II – Tra Torre de Roveri e Scanzorosciate si percorre la viabilità secondaria e le strade sterrate al servizio dei boschi e dei vigneti. Il tracciato si sviluppa lungo i rilievi collinari che raccordano le pendici del Monte Misma alla pianura. Con alcuni saliscendi si attraversa così l’intera area di produzione del pregiatissimo Moscato di Scanzo, toccando numerosi agriturismi ed aziende viti-vinicole. Dopo la salita al Colle di Pasta si scende tra le vigne nella valle dello Zerra toccando alcuni nuclei agricoli di grande interesse: I Cerri, Donecco e Serradesca. Da qui si risale sul crinale alla frazione di Tribulina e, sempre lungo il crinale, si sale al Passo del Cagnolo da dove un’ultima discesa conduce nel centro storico di Scanzorosciate.

III – Da Scanzorosciate ci si dirige a Villa di Serio dove si aggancia la rete ciclabile che si sviluppa lungo il fiume Serio e le sue rogge, permettendo un rientro pigro e senza nessuno sforzo sino a Bergamo.
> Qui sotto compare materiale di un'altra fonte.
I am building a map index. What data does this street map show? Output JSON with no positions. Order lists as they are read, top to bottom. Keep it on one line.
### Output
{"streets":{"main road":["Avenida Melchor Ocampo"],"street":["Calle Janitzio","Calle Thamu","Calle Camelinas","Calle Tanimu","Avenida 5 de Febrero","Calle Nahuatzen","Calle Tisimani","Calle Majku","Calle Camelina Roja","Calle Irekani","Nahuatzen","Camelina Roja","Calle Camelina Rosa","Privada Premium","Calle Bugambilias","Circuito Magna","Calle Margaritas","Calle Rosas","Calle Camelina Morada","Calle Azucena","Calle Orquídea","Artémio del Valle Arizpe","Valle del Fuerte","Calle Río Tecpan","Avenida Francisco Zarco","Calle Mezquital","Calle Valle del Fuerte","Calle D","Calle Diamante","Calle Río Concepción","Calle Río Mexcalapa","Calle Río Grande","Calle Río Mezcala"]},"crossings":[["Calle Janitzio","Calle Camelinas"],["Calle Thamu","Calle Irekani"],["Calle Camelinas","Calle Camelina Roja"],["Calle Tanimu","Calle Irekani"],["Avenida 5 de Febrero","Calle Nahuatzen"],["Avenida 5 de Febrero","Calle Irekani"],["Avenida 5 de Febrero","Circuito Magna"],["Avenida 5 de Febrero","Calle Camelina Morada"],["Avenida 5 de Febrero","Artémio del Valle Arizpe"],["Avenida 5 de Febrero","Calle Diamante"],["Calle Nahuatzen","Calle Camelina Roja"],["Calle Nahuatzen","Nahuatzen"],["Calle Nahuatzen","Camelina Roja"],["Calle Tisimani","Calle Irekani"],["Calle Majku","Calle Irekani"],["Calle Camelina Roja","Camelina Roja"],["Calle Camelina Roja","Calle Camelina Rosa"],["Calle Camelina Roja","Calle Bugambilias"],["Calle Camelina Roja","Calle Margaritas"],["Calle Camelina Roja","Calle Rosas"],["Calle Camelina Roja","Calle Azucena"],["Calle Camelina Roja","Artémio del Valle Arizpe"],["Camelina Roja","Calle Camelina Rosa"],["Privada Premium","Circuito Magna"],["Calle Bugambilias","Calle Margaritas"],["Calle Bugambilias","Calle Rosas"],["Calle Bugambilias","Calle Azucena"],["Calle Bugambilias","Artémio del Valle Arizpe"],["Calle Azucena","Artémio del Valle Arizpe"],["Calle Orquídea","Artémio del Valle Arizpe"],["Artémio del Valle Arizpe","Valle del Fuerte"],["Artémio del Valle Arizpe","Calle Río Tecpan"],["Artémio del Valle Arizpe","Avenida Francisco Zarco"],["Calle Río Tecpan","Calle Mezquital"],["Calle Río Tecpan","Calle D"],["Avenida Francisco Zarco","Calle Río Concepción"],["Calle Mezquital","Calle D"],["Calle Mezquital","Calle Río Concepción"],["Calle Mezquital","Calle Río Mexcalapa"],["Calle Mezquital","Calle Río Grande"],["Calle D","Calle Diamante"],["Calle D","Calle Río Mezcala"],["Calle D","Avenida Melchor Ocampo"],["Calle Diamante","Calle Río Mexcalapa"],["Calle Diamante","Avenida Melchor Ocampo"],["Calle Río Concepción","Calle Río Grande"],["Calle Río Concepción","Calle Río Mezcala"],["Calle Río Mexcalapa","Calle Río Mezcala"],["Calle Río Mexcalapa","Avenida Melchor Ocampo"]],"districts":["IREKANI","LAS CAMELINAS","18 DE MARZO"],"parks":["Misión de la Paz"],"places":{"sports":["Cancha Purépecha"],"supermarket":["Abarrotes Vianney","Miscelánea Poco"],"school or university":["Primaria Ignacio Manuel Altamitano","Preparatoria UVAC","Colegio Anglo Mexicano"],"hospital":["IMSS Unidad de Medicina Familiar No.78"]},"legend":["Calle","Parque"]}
Si risale il fiume e lo si attraversa ad Alzano Lombardo e, seguendo la segnaletica si scende poi sempre su ciclabile, fino alle porte della città passando per Gorle e Torre Boldone. Giunti a Redona si punta verso il centro città proseguendo lungo la ciclabile che affianca la TEB, oppure percorrendo Borgo Santa Caterina, Parco Suardi e via Camozzi (qui termina la versione breve).

IV - Per chi avesse ancora il desiderio di pedalare è possibile proseguire alla scoperta del Parco dei Colli, esplorando sia la bellezza che la ricchezza della città e del suo territorio. Si pedala esclusivamente lungo strade secondarie e ciclabili. Salendo in quota si percorrono le Mura Venete per poi andare oltre e, scendendo da Porta Garibaldi proseguire lungo la Greenway del Morla e la Ciclabile dei Colli, compiendone l’intero periplo per rientrare infine ancora sulle mura di Città Alta.